Le ultime parole e l’ultima preghiera del Santo John Plessington furono appunto queste: «Dio benedica il Re e la sua famiglia e voglia concedere a Sua Maestà un prospero regno in questa vita e una corona di gloria nell’altra. Dio conceda pace ai suoi sudditi consentendo loro di vivere e di morire nella vera fede, nella speranza e nella carità».

«POSSANO TUTTI OTTENERE LA SALVEZZA»

Così il Santo Alban Roe, poco prima dell’impiccagione, pregò: «Perdona, o mio Dio, le mie innumerevoli offese, come io perdono i miei persecutori», e, come lui, il Santo Thomas Garnet che - dopo aver singolarmente nominato e perdonato coloro che lo avevano tradito, arrestato e condannato - supplicò Dio dicendo: «Possano tutti ottenere la salvezza e con me raggiungere il cielo».

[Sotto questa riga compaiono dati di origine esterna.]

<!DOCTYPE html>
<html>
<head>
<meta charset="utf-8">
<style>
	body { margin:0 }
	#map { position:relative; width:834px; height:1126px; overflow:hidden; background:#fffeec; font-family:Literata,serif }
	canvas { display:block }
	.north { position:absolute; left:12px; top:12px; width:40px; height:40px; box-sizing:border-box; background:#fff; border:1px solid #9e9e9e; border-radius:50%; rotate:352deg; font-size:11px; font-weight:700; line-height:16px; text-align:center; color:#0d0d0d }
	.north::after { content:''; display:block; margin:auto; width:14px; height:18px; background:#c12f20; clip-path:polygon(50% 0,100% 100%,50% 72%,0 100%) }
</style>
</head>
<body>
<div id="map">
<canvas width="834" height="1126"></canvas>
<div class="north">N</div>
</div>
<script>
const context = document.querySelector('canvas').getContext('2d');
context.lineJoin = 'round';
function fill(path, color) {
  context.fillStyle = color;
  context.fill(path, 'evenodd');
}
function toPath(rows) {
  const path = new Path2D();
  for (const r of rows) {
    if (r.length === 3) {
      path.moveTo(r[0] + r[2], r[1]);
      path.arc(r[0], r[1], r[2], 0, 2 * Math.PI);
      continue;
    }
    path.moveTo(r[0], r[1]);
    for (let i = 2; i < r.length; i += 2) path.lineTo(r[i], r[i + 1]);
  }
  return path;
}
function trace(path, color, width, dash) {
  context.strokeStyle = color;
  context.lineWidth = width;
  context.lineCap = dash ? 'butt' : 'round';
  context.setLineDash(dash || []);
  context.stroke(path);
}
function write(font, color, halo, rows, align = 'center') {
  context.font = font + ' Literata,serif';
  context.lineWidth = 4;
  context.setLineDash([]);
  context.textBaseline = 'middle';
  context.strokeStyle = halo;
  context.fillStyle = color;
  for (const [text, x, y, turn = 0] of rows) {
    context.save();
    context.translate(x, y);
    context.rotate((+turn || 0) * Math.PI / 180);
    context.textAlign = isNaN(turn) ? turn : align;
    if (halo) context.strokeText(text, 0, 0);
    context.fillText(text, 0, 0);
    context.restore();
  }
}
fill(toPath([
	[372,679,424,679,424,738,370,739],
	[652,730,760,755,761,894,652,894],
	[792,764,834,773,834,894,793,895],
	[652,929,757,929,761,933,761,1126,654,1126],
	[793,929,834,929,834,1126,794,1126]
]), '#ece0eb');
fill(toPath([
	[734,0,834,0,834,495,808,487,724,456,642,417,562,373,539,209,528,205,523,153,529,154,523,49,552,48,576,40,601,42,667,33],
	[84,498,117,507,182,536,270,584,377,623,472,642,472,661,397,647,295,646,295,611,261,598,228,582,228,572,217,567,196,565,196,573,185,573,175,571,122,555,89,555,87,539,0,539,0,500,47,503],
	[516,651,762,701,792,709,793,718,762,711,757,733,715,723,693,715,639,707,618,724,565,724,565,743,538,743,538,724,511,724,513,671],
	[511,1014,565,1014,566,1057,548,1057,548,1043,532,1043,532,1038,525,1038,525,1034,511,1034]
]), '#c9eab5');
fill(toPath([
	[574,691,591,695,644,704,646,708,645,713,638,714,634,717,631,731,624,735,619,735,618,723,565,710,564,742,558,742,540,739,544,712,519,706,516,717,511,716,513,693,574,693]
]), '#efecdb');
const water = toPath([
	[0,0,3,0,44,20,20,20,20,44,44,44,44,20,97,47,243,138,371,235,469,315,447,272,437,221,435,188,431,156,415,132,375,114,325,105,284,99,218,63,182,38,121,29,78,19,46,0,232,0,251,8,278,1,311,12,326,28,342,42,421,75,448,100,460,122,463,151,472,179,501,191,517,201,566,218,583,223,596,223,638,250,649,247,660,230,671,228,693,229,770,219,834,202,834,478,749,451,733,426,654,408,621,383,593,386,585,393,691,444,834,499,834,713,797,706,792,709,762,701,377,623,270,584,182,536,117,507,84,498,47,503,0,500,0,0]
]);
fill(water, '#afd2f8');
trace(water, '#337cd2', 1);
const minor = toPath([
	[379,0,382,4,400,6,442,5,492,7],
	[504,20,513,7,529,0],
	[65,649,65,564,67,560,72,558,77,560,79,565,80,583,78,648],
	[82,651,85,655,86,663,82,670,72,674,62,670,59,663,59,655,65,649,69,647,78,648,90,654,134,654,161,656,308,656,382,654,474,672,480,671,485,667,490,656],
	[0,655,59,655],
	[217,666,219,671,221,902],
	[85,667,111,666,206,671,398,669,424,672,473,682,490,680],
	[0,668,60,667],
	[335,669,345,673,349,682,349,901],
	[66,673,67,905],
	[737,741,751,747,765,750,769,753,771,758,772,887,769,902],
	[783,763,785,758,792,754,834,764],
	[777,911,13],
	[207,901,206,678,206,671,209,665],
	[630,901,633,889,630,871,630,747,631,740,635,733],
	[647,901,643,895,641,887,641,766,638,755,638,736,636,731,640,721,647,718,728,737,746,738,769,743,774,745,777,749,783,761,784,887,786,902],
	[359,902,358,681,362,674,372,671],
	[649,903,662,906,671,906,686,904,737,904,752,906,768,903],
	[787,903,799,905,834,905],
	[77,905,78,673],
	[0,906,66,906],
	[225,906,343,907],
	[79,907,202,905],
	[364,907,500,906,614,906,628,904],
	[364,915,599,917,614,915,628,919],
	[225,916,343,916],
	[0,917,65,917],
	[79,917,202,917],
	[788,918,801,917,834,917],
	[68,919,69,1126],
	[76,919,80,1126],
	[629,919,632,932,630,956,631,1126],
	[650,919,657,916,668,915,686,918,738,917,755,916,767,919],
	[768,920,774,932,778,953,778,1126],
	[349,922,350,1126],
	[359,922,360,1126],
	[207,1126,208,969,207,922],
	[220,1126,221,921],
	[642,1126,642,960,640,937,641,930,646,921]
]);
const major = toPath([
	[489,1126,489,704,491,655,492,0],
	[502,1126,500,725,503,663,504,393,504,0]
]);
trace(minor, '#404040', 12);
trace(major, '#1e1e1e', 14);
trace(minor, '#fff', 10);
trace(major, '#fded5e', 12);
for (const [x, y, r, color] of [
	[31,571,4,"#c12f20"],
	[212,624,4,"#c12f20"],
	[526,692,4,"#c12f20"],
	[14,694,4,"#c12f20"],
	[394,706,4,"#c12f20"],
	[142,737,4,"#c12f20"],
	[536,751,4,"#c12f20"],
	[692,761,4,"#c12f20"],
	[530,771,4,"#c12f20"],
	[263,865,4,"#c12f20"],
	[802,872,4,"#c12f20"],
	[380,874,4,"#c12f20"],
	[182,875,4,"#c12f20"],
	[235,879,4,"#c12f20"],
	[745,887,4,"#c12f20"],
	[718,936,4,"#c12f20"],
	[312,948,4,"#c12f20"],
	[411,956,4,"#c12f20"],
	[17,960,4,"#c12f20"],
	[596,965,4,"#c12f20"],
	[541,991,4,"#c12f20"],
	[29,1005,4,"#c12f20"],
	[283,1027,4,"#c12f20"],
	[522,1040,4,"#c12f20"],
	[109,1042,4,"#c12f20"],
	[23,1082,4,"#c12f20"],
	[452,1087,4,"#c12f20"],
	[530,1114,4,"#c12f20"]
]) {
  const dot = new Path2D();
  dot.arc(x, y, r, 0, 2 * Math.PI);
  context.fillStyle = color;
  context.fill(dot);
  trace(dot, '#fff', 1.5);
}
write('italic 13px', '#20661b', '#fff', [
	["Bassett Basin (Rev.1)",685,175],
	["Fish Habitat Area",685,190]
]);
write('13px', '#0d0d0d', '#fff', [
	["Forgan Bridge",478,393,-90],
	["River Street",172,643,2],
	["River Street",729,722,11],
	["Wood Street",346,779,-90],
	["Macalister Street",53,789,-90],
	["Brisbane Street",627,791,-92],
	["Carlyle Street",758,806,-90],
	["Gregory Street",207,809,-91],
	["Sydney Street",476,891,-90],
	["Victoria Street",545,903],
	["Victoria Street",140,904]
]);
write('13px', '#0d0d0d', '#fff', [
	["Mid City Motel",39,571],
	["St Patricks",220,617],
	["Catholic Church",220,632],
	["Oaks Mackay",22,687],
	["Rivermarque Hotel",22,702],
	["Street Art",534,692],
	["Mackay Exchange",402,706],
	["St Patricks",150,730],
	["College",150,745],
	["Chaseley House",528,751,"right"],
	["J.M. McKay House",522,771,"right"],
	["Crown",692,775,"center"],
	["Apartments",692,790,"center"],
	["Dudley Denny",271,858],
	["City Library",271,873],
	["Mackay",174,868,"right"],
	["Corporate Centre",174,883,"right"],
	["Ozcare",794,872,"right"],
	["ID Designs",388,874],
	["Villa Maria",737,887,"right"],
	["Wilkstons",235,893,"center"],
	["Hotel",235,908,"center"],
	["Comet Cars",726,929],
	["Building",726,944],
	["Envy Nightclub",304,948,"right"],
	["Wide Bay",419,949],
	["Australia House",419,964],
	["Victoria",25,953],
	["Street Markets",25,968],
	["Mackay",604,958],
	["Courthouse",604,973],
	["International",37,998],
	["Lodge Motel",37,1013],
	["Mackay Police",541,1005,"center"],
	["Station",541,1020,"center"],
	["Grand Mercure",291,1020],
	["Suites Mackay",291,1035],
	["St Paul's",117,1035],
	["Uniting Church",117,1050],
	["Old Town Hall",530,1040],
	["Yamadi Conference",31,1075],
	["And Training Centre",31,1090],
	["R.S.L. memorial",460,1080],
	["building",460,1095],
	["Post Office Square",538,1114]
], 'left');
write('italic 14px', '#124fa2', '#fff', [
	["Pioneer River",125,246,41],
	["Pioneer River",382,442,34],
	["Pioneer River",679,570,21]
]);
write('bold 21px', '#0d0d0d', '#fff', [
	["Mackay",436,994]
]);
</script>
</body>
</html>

Leggendo gli atti del loro martirio e meditando il ricco materiale raccolto con tanta cura sulle circostanze storiche della loro vita e del loro martirio, rimaniamo colpiti soprattutto da ciò che inequivocabilmente e luminosamente rifulge nella loro esistenza; esso, per la sua stessa natura, è tale da trascendere i secoli, e quindi da rimanere sempre pienamente attuale e, specie ai nostri giorni, di importanza capitale. Ci riferiamo al fatto che questi eroici figli e figlie dell’Inghilterra e del Galles presero la loro fede veramente sul serio: ciò significa che essi l’accettarono come l’unica norma della loro vita e di tutta la loro condotta, ritraendone una grande serenità ed una profonda gioia spirituale. Con una freschezza e spontaneità non priva di quel prezioso dono che è l’umore tipicamente proprio della loro gente, con un attaccamento al loro dovere schivo da ogni ostentazione, e con la schiettezza tipica di coloro che vivono con convinzioni profonde e ben radicate, questi Santi Martiri sono un esempio raggiante del cristiano che veramente vive la sua consacrazione battesimale, cresce in quella vita che nel sacramento dell’iniziazione gli è stata data e che quello della confermazione ha rinvigorito, in modo tale che la religione non è per lui un fattore marginale, bensì l’essenza stessa di tutto il suo essere ed agire, facendo sì che la carità divina diviene la forza ispiratrice, fattiva ed operante di una esistenza, tutta protesa verso l’unione di amore con Dio e con tutti gli uomini di buona volontà, che troverà la sua pienezza nell’eternità.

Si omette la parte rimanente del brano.